Trump's DHS shifted almost $10 million from FEMA to ICE


The budget document Merkley cited, which was later released and publicized by the DHS Watch program at America's Voice, an advocacy group based in Washington, showed a breakdown of how DHS moved money between different programs and agencies.

DHS says that since the money had not been spent, authorization to do so was going to expire at the end of the fiscal year on September 30. Merkley spoke about the document Tuesday on MSNBC's "The Rachel Maddow Show" and on CNN Wednesday.

Merkley said the 39-page plan indicates the Department of Homeland Security requested $9.8 million from FEMA accounts.

Houlton said the $10 million was taken from FEMA's "routine operating accounts" and was money that could not be used for disaster relief.

The "response and recovery" category contains about 21 percent of FEMA's operations budget- about $223 million - does non-public a more instruct characteristic in paying for catastrophe efforts. Insufficient funding, DHS observes, could prevent the agency from deporting people who stand in violation of the country's immigration laws while requiring ICE to "release any new book-ins and illegal border violators", to "reduce its current interior enforcement operations" and to limit "criminal alien and fugitive arrests". "On the beginning of hurricane season-when American electorate in Puerto Rico and the U.S. Virgin Islands are restful plagued by FEMA's inadequate recovery efforts-the administration transferred millions of bucks remote from FEMA", Merkley talked about in a paper commentary launched Tuesday evening - aspects he reiterated in an interview Wednesday morning.
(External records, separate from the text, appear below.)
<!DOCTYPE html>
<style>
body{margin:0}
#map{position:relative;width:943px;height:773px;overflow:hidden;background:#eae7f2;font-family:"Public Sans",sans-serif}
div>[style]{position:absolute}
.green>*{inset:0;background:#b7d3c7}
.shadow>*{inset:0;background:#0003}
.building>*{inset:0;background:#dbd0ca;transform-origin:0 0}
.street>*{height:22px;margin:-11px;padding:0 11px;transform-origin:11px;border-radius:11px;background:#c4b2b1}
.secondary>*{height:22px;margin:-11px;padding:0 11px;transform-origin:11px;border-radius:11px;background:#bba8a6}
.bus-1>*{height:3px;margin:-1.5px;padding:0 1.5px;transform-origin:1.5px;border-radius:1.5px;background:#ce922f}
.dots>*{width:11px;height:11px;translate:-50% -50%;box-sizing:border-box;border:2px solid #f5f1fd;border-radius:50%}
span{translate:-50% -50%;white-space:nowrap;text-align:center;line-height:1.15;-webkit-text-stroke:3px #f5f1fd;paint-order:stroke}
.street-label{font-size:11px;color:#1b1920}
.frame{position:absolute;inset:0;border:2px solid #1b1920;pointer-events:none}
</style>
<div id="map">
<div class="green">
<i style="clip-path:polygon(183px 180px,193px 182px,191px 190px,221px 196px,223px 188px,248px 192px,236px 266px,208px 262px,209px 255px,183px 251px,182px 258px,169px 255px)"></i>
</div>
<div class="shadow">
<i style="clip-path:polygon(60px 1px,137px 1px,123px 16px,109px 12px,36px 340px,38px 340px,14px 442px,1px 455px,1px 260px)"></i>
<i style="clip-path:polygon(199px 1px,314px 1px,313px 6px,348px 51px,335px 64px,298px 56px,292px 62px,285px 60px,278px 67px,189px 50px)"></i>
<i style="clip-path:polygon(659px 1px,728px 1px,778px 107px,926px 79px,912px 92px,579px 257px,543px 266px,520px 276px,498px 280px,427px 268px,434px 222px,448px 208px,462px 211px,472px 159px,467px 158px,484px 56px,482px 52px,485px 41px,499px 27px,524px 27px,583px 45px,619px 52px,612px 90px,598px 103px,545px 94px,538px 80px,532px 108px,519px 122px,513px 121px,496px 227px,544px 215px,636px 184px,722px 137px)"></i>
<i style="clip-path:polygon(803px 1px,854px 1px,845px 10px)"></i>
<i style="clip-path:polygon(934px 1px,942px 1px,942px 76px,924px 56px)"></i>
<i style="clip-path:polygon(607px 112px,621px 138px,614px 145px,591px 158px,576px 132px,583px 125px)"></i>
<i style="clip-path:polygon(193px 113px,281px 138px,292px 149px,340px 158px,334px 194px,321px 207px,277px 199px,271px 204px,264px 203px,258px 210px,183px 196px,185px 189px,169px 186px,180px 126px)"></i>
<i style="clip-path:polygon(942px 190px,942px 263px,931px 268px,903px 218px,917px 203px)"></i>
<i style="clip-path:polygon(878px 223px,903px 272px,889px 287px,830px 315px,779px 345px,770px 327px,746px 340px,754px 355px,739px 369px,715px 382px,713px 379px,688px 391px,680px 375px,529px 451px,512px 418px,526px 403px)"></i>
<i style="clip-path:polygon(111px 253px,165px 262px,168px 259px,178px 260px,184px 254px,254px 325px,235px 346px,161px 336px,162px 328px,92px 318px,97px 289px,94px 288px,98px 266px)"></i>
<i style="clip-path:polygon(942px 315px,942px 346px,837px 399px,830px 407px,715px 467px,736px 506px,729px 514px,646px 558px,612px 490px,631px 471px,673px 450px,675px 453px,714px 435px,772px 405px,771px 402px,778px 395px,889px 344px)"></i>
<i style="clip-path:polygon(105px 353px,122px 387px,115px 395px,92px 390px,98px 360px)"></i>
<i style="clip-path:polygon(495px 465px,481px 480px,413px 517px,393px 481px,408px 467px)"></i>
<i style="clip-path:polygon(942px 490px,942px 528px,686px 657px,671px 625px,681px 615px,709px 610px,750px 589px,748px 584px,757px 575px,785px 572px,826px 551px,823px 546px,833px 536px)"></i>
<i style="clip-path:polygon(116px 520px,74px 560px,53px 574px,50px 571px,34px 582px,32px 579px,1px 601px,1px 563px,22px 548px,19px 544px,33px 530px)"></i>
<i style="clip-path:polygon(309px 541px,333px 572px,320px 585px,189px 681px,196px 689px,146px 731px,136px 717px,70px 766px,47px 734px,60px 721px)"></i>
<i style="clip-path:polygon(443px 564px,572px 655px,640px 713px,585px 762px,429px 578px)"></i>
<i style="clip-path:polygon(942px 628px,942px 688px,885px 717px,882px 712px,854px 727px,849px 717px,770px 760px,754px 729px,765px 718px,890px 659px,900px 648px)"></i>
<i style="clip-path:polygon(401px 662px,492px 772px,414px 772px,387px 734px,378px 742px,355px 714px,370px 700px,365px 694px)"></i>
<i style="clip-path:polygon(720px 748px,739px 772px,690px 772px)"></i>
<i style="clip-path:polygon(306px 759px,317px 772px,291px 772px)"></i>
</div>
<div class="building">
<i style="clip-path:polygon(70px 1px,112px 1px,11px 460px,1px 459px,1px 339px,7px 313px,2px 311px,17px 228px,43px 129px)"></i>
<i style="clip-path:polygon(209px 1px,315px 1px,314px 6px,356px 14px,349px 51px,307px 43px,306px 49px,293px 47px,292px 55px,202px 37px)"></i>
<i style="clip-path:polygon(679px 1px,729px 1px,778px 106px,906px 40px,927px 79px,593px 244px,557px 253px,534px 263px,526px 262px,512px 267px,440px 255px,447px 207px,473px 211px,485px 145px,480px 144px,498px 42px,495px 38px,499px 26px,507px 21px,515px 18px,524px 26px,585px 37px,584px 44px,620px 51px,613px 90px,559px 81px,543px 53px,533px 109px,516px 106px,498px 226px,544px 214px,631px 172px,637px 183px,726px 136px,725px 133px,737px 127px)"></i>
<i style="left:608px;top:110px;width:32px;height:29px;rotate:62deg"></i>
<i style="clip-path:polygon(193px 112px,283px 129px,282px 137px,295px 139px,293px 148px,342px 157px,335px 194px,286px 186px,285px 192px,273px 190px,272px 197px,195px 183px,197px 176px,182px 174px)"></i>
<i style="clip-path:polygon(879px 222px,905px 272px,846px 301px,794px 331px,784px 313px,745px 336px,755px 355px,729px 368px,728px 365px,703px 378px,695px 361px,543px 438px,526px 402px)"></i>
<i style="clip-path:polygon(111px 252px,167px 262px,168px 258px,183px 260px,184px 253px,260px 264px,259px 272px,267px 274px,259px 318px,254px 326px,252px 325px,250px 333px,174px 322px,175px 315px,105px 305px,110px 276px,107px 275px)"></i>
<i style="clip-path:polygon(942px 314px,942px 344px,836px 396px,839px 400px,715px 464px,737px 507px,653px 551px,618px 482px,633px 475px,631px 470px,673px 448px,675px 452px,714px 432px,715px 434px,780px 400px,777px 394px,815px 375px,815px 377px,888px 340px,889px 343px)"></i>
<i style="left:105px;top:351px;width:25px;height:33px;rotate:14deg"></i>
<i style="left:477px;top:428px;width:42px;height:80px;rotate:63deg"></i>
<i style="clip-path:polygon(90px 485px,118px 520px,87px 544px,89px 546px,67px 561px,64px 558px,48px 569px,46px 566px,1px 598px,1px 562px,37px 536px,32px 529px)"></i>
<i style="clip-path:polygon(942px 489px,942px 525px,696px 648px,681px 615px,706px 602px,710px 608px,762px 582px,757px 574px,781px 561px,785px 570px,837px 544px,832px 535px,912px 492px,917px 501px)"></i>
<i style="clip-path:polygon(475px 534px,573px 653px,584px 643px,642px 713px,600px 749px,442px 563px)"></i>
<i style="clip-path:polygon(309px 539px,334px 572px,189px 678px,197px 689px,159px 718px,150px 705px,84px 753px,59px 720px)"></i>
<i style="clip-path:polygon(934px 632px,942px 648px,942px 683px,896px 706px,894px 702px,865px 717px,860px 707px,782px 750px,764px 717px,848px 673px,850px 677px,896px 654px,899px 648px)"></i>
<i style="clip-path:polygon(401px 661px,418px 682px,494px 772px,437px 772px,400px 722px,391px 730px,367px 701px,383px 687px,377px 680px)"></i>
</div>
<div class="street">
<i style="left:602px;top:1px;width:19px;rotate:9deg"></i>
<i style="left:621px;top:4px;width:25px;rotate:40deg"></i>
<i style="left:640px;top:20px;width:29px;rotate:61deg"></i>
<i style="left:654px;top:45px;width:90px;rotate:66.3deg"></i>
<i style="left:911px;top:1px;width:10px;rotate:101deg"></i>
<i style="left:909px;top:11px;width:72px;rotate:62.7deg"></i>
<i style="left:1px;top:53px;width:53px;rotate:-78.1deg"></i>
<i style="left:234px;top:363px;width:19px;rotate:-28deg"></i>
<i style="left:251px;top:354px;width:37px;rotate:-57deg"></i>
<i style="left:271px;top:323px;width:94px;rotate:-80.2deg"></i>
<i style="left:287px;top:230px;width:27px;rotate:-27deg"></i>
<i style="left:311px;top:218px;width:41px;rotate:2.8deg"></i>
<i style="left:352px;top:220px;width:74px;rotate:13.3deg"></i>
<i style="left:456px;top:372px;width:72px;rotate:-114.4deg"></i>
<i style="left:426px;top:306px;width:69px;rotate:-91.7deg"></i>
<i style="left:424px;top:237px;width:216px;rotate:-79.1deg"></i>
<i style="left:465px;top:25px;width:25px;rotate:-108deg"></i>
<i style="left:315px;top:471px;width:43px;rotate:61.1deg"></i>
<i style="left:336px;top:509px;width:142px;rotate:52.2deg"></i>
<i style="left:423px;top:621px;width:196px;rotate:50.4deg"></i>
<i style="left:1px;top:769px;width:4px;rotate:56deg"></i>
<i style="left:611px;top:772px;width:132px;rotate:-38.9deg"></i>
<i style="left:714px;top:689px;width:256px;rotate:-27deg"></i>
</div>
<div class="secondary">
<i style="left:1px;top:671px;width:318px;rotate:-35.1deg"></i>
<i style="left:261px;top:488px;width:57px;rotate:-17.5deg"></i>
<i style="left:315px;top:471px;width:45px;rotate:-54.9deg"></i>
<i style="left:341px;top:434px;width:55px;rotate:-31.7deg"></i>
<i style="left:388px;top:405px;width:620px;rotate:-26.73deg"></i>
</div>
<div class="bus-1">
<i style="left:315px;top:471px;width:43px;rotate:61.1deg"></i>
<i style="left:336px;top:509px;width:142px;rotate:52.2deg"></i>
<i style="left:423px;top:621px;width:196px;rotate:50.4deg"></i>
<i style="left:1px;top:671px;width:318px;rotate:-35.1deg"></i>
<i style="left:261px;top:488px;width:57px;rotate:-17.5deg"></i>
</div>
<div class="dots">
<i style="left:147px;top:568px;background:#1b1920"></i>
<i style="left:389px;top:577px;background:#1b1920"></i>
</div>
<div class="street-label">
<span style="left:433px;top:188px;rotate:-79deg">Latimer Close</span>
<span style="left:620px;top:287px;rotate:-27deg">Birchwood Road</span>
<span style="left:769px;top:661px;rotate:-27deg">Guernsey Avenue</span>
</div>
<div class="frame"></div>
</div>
If we look at things from a broader perspective, $10 million from the FEMA's budget isn't quite big of an amount considering its annual budget is about $15 billion. He has continued to be a critical voice on the Trump administration's immigration policy, which included separating families at the border when the administration made a decision to criminally detain individuals caught crossing the border illegally.

The DHS document is undated but Merkley's staff says it was submitted in June 2018, a month after Attorney General Jeff Sessions announced the administration's new "zero tolerance" policy that led to family separations.

Merkley's office blasted the comment. And that's not counting the disaster relief budget at all, which has $25 billion in it, DHS says.

Hurricane Florence in the Atlantic Ocean as it threatens the US East Coast.

That funding can not be spent on disaster response, they said. "Any elected official who attempts to politicize this storm to further their own partisan agenda and personal political ambitions should be ashamed of themselves".

"If the Congress approves the request, ICE would have the funding for operations necessary to support and increase staffing and operations as the DHS Secretary determines to be appropriate", Waldman said in a statement. "We'll get an answer to that question", he said.

"This is yet another example of the Trump Administration's outrageously misplaced homeland security priorities", said Democratic Rep. Bennie Thompson of MS, ranking member of the Committee on Homeland Security.

The "monster", as Gov. Roy Cooper of North Carolina labeled the storm gathering strength off the southeastern Atlantic coast, threatens enormous damage and a replay of last year's devastating hurricane season, in which FEMA was woefully unprepared for the catastrophe that befell Puerto Rico, according to an after-action report by the agency.

Florence is forecast to hit the Carolinas as a Category 4 hurricane later this week, one of the strongest storms to strike the area in almost 30 years.

But while FEMA officials issued dire warnings about the days ahead, President Donald Trump insisted-despite what Merkley's documents show-that the White House is "sparing no expense" and is "totally prepared" for the storm.